小説『後藤新平』

 ここ数年、白州次郎が中高年の間でブームになっているかなと思うのですが、白州よりもずっと前にいた、ある意味もっとすごかったのが、この後藤新平。ボクがよく読む作家の鶴見俊輔さんのおじいさん。白州次郎は会社経営者の経験もあるけども、吉田茂のブレーンのひとりだったということでどちらかというとコンサルタント的なイメージが強いのですが、それに対して、後藤新平は、東京市長(現在の東京都知事)、植民地経営(台湾や満州鉄道)、内務大臣、外務大臣などを経験していて、当事者として明治後半から大正時代の政治の渦中にあった人。
 白州さんも、後藤さんもいいなと思うには、閥をつくったりしないで、一匹オオカミ的な存在だったこと、地位に恋々としなかったこと、自分の信念を強く持っていたこと。(白州さんはその上、金持ちのボンボンでかっこいいから今に至っても人気があるのでしょうが)
 解説を読んで知ったのですが、この「小説」の著者、郷仙太郎が青山東京都副知事と知り驚きました。そのことを知った後では、関東大地震後の東京の都市計画に携わった後藤新平への著者の評価や思いには深いものがあるのではないかと思いました。

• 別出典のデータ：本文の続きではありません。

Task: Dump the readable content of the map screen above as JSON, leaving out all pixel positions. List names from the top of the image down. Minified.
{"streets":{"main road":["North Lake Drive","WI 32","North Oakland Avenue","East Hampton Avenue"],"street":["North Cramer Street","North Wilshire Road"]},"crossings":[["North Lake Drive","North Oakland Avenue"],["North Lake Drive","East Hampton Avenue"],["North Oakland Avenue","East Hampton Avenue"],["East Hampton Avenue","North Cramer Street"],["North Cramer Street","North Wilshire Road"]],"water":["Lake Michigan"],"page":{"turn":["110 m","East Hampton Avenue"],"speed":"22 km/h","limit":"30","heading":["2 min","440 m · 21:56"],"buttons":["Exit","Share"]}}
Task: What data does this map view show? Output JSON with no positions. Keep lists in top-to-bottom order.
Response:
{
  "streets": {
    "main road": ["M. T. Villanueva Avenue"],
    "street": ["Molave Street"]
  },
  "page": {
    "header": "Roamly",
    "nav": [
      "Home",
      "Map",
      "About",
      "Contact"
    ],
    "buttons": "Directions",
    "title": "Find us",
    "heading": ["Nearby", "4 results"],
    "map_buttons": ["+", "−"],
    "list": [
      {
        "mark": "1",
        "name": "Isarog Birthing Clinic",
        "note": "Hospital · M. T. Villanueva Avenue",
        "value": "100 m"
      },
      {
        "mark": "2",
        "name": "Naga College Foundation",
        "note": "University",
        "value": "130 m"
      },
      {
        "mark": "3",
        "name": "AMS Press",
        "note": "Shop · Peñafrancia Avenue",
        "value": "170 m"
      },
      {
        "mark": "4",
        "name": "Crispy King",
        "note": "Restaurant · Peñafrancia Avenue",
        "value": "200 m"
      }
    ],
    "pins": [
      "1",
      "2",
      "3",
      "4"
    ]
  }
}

 後藤新平は、薩長の藩閥や政党に属する訳でもなく、学歴があるわけでもなかったのに、よくあれだけの地位に就けたものだと思います。後藤は東北岩手の水沢の出身。同じく水沢出身の政治家として民主党党首の小沢一郎さんがいます。結局首相になれなかった後藤新平ですが、小沢さんは今年総理の椅子につくのかどうか。